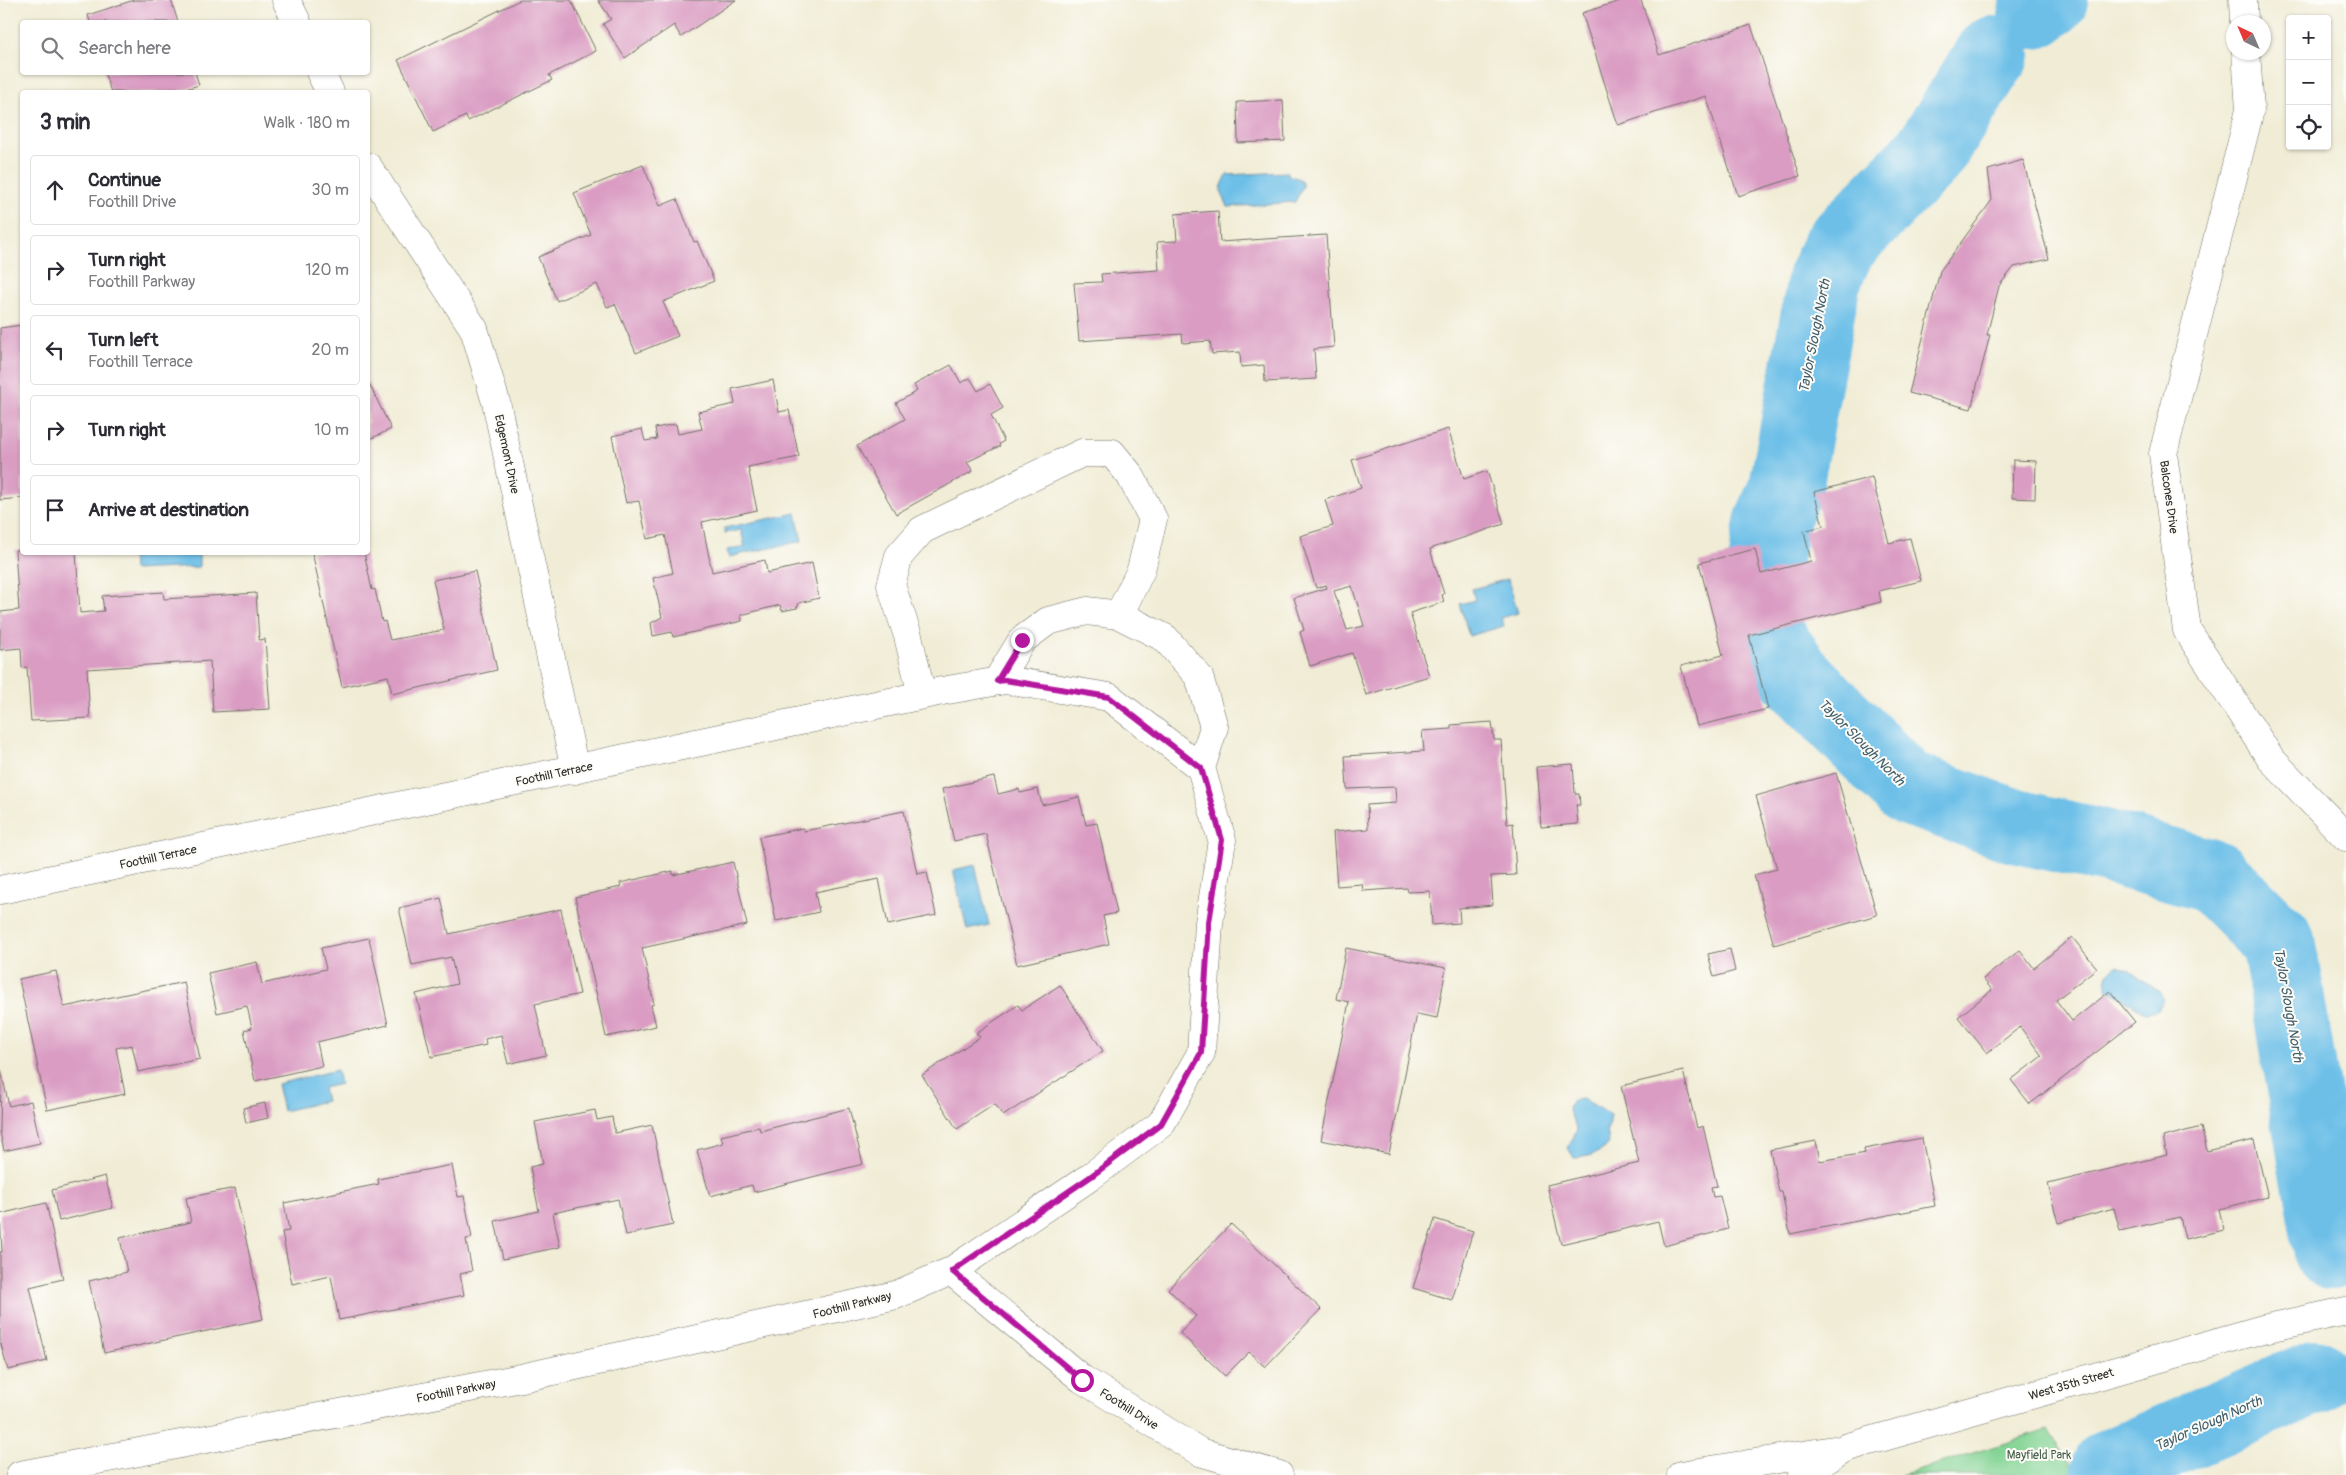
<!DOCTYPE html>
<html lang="en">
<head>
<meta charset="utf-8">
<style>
  :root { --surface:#fff; --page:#f2f2f3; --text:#2b2b33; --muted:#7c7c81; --line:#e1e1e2 }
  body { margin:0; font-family:Pangolin,sans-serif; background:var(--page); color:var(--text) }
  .controls { position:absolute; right:15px; top:15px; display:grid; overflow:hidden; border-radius:5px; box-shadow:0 1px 4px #0004 }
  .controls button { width:45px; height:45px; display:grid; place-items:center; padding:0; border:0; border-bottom:1px solid var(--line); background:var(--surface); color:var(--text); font:25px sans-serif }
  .compass { position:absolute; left:2226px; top:15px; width:45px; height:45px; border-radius:50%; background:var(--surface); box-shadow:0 1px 4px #0004; rotate:316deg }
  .stop { position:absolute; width:15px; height:15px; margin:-11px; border:4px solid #b5179e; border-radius:50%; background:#fff }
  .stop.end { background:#b5179e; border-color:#fff; box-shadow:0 1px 5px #0008 }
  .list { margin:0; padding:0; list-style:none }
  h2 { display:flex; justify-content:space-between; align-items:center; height:65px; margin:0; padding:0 20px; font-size:21px }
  h2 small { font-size:16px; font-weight:400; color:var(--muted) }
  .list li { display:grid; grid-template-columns:32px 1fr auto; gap:15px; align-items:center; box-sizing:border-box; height:70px; margin:0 10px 10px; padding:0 10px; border:1px solid var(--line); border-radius:5px }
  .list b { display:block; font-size:19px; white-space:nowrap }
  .list p { margin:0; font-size:16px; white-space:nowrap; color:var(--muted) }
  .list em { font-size:16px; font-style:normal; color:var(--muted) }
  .icon { flex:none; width:28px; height:28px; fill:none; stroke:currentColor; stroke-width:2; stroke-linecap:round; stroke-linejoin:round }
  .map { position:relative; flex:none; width:2346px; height:1475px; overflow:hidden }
  .search { position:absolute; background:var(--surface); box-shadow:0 1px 4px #0004; left:20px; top:20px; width:350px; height:55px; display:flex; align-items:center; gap:12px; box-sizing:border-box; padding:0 18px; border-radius:5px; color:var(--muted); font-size:19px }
  .panel { position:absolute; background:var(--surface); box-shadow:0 1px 4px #0004; left:20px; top:90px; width:350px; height:465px; border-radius:5px }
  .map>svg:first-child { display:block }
</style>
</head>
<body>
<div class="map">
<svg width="2346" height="1475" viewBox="0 0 2346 1475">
  <rect width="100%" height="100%" fill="#fdfcf7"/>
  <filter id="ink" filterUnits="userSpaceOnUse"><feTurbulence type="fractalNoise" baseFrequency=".02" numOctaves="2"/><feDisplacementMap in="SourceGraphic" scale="10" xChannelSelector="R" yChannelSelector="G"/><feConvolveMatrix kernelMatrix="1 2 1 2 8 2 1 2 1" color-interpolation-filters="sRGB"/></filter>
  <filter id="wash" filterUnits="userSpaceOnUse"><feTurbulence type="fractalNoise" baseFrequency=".0096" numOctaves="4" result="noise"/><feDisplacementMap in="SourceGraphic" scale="20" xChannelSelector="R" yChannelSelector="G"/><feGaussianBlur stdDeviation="1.12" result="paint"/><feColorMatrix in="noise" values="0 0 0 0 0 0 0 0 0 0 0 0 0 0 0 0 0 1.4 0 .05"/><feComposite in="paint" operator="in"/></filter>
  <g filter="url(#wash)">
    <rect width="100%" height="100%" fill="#f0ecd5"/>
    <path fill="#84d495" stroke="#588060" d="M2048 1430 2078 1475H1901Z"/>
    <path fill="#6dbfe8" stroke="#4c758a" d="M1288 172V175L1300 179 1303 186 1295 202 1228 207C1221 189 1217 194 1227 175Z
      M796 513 802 541 729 557 727 550 745 547 741 530 725 533 724 528Z
      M132 553H199V567L133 570Z
      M1508 579 1518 613 1501 618 1504 626 1469 636 1460 604 1475 600 1472 589Z
      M975 865 989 925 967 930 953 870Z
      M2117 965 2130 970 2162 994 2164 1000 2157 1011 2146 1013 2106 988C2106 977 2107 971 2117 965Z
      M337 1070 340 1084 323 1088 326 1101 283 1111 277 1084Z
      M1582 1099C1586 1100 1608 1113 1610 1115V1123L1607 1130 1609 1143C1604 1153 1584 1158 1574 1158L1568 1148 1577 1130 1568 1108 1573 1100Z"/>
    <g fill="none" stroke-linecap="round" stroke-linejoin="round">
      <path stroke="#6dbfe8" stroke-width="74" d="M2035 12 2051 0
        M1993 53 1928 155 1839 246 1824 280 1786 487 1771 523 1760 599 1768 637 1799 679 1907 788 2015 826 2109 847 2214 877 2278 941 2331 1253
        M2106 1475 2109 1467 2315 1377"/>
    </g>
    <g id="blocks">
      <path fill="#da9cc3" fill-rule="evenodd" d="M134 0H171L178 22H90L88 15Z
        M520 0H571L596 51 549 75 552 80 468 121 466 116 433 132 398 60Z
        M598 0H736L681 37 674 25 625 58 603 24 611 19Z
        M1623 0H1641L1659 55 1751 25 1800 176 1738 196 1706 96 1618 125 1582 13Z
        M104 72H195L199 85 176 92H111Z
        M1283 100 1285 141 1238 143 1237 102Z
        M2023 160 2049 259 2014 267 1999 286 1987 335H1990L1971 409 1909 393 1940 271 1992 200 1988 170Z
        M643 165 660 206 677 199 694 242 697 241 714 281 663 302 678 336 636 353 615 304 607 307 597 284 557 301 538 257 591 235 574 193Z
        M1218 211 1220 242 1326 235 1334 347 1314 349 1316 379 1265 382 1264 365 1241 367 1240 352 1212 354 1210 341 1183 343 1182 334 1079 341 1074 283 1102 282 1101 274 1159 270 1157 242 1177 241 1175 214Z
        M22 325V498L0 500V328Z
        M951 365 961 383 970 378 978 391 990 384 1003 408 991 415 1004 441 999 444 1000 446 967 462 973 471 896 514 857 446 905 419 896 403 917 391 914 385Z
        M773 380 779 412 789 410 799 457 748 467 757 510 702 522 712 572 765 560 767 573 812 563 819 598 799 603 797 608 782 611 780 605 741 615 742 621 673 637 672 632 653 636 651 623 662 617 653 578 673 573 665 535 647 539 639 501 626 503 612 436 642 429 645 441 657 439 655 428 676 424 678 434 702 429 698 412 735 404 732 389Z
        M368 381 391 429 368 440Z
        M1448 429 1464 479 1487 471 1504 524 1430 549 1444 594 1442 595 1444 602 1410 613 1429 676 1366 695 1352 653 1310 666 1300 632 1304 630 1294 598 1327 588 1326 585 1316 588 1300 536 1333 526 1325 500 1361 488 1352 460ZM1352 586 1364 626 1347 630 1334 591Z
        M2013 460 2036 461 2035 499 2012 498Z
        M1872 477 1889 543 1910 538 1921 581 1879 591 1881 602 1749 635 1768 709 1697 726 1681 666 1723 655 1699 563 1755 549 1761 574 1811 561 1804 531 1823 526 1814 492Z
        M22 549V552H76L80 613 104 611 102 596 163 592 164 599 256 593 259 640 265 639 270 709 213 712 210 661 87 669 90 718 31 721 27 667 22 668 21 648 0 650V612L19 610 15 550Z
        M312 552H364L372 590 375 589 382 622 385 621 390 640 444 630 433 580 475 571 497 670 392 694 388 676 342 687Z
        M1492 722 1494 740H1501L1507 824 1513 823 1516 875 1491 876 1493 905 1459 908 1460 923 1432 925 1430 891 1408 892 1407 888 1363 891 1362 884 1337 886 1333 832 1368 829 1367 805 1396 803 1395 787 1347 789 1345 756 1424 751 1422 731 1451 729V725Z
        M1573 764 1575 794H1579L1580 805H1576L1578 824 1541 827 1536 767Z
        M1836 773 1877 915 1774 945 1754 875 1777 869 1756 796Z
        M994 777 998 794 1019 789 1020 793 1038 789 1042 805 1079 797 1086 825 1097 823 1117 913 1103 916 1109 944 1017 965 986 834 954 841 942 789Z
        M904 811 917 874 927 872 936 915 888 925 879 879 815 892 819 912 776 921 759 837 803 828 804 831Z
        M733 862 747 925 642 948 654 1004 651 1005 656 1026 606 1037 575 897 621 887 620 883 673 871V875Z
        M441 898 449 934 561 909 580 994 535 1004 546 1055 508 1064 501 1035 485 1039 486 1045 431 1057 416 994 457 984 451 957 412 965 399 908Z
        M2072 937 2097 968 2056 1000 2072 1021 2110 991 2135 1022 2030 1104 2011 1080 2042 1056 2020 1027 1987 1053 1958 1017 1992 990 1983 979 2020 950 2034 968Z
        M369 938 388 1025 317 1042 322 1066 255 1081 244 1030 252 1028 247 1006 217 1013 208 973 257 962 262 984 326 969 321 948Z
        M1346 948 1446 968 1437 1018 1417 1014 1389 1154 1321 1140 1349 1002 1336 999Z
        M1730 949 1735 971 1714 977 1708 954Z
        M56 971 64 1007 184 982 200 1059 138 1072 132 1045 116 1048 125 1094 47 1110 19 979Z
        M1060 985 1103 1051 1003 1116 995 1104 957 1129 922 1075 980 1037 976 1033 1018 1005 1022 1010Z
        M1 1070 9 1106 31 1101 40 1143 4 1151 0 1132Z
        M1683 1071 1697 1128 1703 1126 1717 1186 1711 1187 1713 1197 1720 1196 1728 1229 1664 1246 1658 1221 1561 1244 1547 1185 1639 1163 1621 1086Z
        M265 1103 268 1118 246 1123 243 1108Z
        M849 1108 863 1164 754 1192 752 1185 710 1196 697 1150 723 1143 721 1136 759 1127 760 1131Z
        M595 1110 597 1120 612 1117 615 1133 652 1125 673 1225 626 1235 618 1199 553 1213 560 1247 503 1259 495 1221 539 1211 530 1167 543 1164 535 1122Z
        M2201 1127 2207 1151 2254 1140 2268 1197 2219 1209 2224 1230 2185 1239 2180 1217 2120 1231 2114 1208 2058 1223 2048 1184 2167 1155 2163 1137Z
        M1922 1138 1935 1206 1790 1234 1782 1192H1779L1770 1150 1816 1141 1820 1161 1865 1153 1864 1149Z
        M452 1165 458 1197 464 1196 472 1238 466 1239 472 1271 460 1274 464 1295 339 1320 331 1276 292 1284 282 1232 289 1231 284 1203 379 1184 378 1179Z
        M105 1176 113 1208 59 1221 52 1190Z
        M235 1188 263 1319 104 1353 89 1281 127 1272 120 1238 191 1222 186 1198Z
        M46 1203 63 1279 30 1287 47 1361 8 1370 0 1341V1252H2L0 1214Z
        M1435 1219 1473 1231 1452 1300 1413 1288Z
        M1231 1224 1321 1309 1265 1367 1249 1352 1225 1376 1180 1333 1196 1316 1168 1289Z"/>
    </g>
  </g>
  <g filter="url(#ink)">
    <use href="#blocks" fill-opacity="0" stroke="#706f66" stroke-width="1"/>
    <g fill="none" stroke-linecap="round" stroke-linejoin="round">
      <defs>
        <path id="minor" d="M286 0 297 22
          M2243 0 2244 22
          M2246 52 2250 110 2163 454 2187 630 2271 759 2346 837
          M320 72 330 92
          M368 167 474 329 496 402 575 770
          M997 681 1022 640 1048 621 1087 611 1119 615 1165 638 1199 677 1214 727 1201 768
          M922 695 908 636 891 585 899 556 922 530 1082 453H1112L1130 475 1153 519 1141 570 1119 615
          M0 890 942 691 1005 680 1109 697 1201 768 1222 840 1209 923 1201 1053 1161 1124 1090 1177 951 1271 896 1295 521 1378 20 1475
          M951 1271 1082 1379 1200 1452 1279 1475
          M1681 1475 1834 1450
          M1802 1475 1845 1448 2263 1329 2346 1311"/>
      </defs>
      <use href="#minor" stroke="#706f66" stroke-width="29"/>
      <use href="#minor" stroke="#fff" stroke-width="28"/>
    </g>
  </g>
  <g fill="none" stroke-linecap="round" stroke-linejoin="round" filter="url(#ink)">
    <path stroke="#b5179e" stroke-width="6" d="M1022 640 997 681 1005 680 1109 697 1201 768 1222 840 1209 922 1201 1053 1161 1124 1090 1177 952 1271 1082 1380"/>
  </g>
  <g text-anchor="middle" stroke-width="4" stroke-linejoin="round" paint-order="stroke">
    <g font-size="12" fill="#2b2b2b" stroke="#fdfcf7">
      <text transform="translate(507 454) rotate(78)" y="4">Edgemont Drive</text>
      <text transform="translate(2169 497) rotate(82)" y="4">Balcones Drive</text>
      <text transform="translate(554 774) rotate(-12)" y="4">Foothill Terrace</text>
      <text transform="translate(158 857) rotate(-12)" y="4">Foothill Terrace</text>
      <text transform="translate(852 1305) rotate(-14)" y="4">Foothill Parkway</text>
      <text transform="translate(2071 1384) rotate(-16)" y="4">West 35th Street</text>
      <text transform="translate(456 1391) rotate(-11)" y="4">Foothill Parkway</text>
      <text transform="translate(1129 1409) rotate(32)" y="4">Foothill Drive</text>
    </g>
    <g font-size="12" fill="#465e4b" stroke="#fdfcf7">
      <text x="2039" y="1459">Mayfield Park</text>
    </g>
    <g font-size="14" font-style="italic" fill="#425f6d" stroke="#fdfcf7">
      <text transform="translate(1814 336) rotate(-79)" y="5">Taylor Slough North</text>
      <text transform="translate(1862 742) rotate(45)" y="5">Taylor Slough North</text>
      <text transform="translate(2289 1005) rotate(80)" y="5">Taylor Slough North</text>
      <text transform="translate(2208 1423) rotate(-24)" y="5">Taylor Slough North</text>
    </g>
  </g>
</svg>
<div class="controls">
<button>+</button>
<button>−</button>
<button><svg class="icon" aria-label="locate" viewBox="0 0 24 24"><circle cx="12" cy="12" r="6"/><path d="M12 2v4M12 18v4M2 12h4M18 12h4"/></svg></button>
</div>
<svg class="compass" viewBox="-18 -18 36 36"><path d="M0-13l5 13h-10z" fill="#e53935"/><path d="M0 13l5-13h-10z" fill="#7c7c81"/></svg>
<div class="stop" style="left:1082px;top:1380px"></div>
<div class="stop end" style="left:1022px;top:640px"></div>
<div class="search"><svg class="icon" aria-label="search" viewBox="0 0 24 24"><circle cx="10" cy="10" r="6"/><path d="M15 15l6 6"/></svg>Search here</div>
<section class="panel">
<h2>3 min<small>Walk · 180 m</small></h2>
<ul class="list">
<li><svg class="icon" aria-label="ahead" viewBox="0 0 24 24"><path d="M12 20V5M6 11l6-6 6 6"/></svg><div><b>Continue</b><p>Foothill Drive</p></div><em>30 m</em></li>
<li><svg class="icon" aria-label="right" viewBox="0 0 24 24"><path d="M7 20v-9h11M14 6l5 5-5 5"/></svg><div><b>Turn right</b><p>Foothill Parkway</p></div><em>120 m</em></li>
<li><svg class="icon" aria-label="left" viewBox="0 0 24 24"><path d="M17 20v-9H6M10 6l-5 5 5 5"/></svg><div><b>Turn left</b><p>Foothill Terrace</p></div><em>20 m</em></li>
<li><svg class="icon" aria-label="right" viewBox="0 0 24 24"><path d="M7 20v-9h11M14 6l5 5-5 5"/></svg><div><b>Turn right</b></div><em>10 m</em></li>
<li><svg class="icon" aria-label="arrive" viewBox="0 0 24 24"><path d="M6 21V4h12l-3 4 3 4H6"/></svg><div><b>Arrive at destination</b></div></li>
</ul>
</section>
</div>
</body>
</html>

WHAT THIS TASK INVOLVES: Repeat the listing above from its first line through the line that contains "position:absolute; left:2226px; top:15px;", both included, and nothing more. Drop the pictures.

EXERCISE RESULT:
<!DOCTYPE html>
<html lang="en">
<head>
<meta charset="utf-8">
<style>
  :root { --surface:#fff; --page:#f2f2f3; --text:#2b2b33; --muted:#7c7c81; --line:#e1e1e2 }
  body { margin:0; font-family:Pangolin,sans-serif; background:var(--page); color:var(--text) }
  .controls { position:absolute; right:15px; top:15px; display:grid; overflow:hidden; border-radius:5px; box-shadow:0 1px 4px #0004 }
  .controls button { width:45px; height:45px; display:grid; place-items:center; padding:0; border:0; border-bottom:1px solid var(--line); background:var(--surface); color:var(--text); font:25px sans-serif }
  .compass { position:absolute; left:2226px; top:15px; width:45px; height:45px; border-radius:50%; background:var(--surface); box-shadow:0 1px 4px #0004; rotate:316deg }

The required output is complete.